What this task involves: Every line containing "halo" should be copied out. Go through the entries and find them.

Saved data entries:
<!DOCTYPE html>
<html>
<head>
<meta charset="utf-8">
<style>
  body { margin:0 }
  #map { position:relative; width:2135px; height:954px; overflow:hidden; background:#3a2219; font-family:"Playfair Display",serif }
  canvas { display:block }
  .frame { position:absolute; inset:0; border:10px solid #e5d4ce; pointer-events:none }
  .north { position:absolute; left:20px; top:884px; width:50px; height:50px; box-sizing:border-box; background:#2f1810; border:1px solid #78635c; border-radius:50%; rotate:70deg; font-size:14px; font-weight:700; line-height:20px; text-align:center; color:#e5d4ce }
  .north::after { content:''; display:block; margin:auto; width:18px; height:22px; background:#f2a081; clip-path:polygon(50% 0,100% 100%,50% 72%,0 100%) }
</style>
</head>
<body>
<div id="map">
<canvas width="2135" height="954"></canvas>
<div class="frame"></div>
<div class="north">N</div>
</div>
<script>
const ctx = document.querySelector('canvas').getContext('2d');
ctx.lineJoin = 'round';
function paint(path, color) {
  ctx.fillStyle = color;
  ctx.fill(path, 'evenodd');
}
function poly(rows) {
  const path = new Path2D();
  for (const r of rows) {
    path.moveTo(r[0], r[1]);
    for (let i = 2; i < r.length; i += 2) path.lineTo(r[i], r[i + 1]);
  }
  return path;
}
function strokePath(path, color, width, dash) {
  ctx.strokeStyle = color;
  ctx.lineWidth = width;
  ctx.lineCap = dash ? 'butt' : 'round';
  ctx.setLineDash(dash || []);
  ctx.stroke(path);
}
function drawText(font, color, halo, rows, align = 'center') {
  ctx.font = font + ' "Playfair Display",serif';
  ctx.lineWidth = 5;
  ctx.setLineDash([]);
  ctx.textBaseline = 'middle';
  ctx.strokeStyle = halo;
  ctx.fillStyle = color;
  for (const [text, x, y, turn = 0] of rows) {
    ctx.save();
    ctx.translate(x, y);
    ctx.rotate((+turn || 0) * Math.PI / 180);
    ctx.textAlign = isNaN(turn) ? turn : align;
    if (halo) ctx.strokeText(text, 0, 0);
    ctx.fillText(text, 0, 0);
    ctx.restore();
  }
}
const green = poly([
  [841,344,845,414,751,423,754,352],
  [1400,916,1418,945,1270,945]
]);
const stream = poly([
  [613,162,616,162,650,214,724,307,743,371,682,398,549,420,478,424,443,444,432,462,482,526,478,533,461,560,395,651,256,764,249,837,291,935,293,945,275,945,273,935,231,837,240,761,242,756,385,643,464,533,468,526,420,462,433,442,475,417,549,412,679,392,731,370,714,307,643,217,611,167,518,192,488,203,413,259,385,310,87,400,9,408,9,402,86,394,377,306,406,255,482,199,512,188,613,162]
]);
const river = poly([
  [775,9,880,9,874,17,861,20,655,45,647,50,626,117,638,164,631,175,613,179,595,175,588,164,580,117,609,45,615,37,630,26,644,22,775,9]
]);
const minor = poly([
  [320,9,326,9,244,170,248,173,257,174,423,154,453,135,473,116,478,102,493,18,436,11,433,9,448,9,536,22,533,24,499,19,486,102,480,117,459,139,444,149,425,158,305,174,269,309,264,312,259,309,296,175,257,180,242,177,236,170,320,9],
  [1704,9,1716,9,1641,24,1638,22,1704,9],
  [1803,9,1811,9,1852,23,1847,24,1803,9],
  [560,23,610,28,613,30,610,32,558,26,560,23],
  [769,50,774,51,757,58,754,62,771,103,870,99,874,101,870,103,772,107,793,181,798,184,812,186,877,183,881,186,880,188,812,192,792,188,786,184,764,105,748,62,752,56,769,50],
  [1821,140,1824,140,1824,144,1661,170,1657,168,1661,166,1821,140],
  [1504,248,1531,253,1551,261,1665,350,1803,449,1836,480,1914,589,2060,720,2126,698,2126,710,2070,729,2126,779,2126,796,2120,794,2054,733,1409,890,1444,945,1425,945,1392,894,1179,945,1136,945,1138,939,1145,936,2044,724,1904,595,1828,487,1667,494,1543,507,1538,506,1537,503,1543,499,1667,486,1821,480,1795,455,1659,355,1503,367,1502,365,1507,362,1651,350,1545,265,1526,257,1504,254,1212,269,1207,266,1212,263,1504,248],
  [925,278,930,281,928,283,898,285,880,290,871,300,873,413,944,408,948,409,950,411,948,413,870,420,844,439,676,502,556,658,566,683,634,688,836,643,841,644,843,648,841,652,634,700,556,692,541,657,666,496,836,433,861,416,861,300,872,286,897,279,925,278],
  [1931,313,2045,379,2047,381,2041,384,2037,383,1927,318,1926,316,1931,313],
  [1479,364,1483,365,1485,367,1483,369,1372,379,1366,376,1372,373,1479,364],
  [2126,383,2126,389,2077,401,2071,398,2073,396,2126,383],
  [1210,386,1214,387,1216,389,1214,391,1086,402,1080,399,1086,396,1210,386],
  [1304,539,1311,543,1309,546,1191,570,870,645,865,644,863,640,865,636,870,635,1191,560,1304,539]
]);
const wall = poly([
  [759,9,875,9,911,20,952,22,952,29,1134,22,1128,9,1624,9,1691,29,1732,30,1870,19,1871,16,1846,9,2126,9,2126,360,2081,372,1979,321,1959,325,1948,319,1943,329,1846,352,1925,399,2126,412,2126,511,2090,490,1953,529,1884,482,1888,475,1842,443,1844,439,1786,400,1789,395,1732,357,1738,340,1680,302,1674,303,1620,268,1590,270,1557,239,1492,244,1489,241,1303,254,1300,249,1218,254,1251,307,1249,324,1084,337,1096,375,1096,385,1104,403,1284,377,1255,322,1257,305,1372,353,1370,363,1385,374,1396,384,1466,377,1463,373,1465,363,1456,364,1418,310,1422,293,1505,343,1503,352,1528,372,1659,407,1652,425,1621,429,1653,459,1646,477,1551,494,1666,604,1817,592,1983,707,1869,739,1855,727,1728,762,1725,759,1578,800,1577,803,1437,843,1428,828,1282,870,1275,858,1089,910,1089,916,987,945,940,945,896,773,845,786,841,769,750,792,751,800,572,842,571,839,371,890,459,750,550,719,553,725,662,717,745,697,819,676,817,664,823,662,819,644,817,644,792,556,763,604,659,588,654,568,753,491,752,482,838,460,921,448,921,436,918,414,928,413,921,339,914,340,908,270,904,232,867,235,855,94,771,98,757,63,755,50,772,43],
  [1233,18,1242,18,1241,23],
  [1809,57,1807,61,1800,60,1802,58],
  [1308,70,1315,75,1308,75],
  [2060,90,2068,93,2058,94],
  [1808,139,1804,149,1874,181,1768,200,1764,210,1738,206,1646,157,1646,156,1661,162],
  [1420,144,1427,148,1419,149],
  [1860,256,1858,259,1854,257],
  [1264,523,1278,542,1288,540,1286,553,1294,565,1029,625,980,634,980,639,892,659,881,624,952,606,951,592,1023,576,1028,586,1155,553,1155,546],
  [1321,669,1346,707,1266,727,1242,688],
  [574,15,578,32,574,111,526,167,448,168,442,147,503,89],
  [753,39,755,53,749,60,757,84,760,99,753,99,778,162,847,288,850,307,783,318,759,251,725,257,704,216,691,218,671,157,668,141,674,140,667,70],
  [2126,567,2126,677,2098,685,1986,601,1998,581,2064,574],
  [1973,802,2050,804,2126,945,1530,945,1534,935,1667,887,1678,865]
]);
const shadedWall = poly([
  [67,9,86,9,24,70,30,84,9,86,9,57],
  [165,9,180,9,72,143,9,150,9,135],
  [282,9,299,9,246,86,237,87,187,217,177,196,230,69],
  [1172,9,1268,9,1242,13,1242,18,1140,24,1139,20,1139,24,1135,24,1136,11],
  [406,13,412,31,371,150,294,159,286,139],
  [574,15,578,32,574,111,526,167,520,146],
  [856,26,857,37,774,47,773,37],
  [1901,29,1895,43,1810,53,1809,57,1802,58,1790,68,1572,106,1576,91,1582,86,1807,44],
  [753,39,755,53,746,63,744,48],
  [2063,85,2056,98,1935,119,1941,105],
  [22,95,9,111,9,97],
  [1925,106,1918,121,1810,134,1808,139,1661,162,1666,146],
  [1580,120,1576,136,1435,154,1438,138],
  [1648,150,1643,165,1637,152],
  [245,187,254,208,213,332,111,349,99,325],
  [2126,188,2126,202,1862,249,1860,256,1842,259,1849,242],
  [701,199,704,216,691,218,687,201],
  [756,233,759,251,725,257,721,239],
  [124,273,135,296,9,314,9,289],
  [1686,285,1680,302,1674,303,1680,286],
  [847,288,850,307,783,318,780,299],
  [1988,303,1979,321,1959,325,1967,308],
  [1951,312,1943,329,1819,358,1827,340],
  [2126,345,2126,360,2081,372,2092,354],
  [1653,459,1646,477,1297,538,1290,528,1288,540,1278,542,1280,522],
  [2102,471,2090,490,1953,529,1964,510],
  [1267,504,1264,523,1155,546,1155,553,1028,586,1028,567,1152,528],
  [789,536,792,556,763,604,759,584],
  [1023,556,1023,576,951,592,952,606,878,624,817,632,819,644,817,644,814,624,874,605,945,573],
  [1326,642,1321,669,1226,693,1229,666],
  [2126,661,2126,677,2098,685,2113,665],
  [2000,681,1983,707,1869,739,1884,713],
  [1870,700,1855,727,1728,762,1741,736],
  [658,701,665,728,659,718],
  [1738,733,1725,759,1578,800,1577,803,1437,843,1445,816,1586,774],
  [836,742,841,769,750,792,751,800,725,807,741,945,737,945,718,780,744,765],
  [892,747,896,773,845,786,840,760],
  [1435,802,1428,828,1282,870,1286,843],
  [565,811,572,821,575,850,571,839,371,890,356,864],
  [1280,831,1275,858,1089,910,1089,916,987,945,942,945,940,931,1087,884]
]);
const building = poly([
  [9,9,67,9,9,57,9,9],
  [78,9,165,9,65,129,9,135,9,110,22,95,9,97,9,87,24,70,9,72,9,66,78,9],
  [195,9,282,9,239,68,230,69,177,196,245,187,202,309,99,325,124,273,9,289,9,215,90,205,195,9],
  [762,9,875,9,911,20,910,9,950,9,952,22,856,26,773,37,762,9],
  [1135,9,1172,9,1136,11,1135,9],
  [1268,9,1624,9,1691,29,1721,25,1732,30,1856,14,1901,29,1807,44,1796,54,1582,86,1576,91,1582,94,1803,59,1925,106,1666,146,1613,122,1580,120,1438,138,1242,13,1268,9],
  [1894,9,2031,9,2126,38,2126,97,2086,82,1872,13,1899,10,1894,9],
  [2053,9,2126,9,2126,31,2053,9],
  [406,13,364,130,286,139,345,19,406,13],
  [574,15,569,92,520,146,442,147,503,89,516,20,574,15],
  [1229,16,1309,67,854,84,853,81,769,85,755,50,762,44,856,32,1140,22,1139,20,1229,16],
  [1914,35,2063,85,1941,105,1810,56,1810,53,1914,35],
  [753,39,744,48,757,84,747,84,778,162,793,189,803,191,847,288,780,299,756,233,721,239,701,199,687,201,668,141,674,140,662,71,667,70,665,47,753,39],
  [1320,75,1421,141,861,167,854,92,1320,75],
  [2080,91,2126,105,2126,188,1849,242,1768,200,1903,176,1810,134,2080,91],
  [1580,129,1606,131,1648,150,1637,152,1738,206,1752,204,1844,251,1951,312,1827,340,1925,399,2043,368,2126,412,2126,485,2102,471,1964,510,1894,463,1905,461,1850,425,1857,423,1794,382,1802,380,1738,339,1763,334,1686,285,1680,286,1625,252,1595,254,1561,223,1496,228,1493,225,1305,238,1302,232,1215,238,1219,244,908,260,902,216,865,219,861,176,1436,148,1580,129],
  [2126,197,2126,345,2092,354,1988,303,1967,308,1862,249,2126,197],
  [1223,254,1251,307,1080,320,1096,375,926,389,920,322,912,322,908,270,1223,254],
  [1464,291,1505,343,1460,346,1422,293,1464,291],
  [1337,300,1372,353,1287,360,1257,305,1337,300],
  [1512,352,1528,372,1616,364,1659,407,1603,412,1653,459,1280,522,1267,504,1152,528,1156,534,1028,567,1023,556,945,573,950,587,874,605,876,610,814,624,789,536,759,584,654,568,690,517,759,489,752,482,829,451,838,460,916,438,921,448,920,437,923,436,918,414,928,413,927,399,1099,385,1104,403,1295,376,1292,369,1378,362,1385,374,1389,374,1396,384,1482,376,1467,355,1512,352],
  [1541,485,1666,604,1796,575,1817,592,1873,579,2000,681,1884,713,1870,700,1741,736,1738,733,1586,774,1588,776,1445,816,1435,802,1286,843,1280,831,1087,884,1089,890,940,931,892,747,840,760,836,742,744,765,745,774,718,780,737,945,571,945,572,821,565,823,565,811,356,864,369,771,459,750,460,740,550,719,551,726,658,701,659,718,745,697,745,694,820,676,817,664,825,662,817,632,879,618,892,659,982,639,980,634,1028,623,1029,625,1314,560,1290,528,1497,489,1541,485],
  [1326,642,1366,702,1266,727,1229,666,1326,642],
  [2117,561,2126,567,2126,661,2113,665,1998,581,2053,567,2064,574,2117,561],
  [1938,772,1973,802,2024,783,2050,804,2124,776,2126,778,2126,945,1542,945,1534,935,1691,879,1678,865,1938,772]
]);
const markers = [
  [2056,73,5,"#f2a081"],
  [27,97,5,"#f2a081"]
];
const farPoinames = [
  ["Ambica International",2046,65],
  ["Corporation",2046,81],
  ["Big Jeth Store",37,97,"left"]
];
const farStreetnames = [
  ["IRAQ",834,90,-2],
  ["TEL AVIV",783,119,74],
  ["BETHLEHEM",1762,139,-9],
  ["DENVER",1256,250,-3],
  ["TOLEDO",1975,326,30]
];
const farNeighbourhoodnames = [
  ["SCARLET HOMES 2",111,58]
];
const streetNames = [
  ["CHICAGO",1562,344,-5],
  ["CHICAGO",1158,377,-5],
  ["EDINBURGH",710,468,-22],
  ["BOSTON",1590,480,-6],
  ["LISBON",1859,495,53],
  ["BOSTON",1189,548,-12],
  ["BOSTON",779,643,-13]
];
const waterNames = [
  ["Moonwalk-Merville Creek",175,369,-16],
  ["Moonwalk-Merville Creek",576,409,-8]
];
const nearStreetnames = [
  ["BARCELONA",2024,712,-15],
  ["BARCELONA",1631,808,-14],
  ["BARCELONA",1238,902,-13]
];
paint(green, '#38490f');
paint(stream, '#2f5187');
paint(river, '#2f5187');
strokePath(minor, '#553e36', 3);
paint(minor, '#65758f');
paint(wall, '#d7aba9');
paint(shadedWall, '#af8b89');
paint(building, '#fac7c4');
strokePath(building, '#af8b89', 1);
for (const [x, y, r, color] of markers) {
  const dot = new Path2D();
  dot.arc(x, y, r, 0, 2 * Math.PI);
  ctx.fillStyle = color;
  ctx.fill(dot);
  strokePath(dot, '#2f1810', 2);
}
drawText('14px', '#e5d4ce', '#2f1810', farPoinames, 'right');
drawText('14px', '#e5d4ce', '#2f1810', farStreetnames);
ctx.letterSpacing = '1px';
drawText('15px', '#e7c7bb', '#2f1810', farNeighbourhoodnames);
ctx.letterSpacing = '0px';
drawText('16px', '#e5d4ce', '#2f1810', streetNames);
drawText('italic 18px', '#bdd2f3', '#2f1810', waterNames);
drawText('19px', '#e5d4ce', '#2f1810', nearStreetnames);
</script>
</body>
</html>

Result:
function drawText(font, color, halo, rows, align = 'center') {
  ctx.strokeStyle = halo;
    if (halo) ctx.strokeText(text, 0, 0);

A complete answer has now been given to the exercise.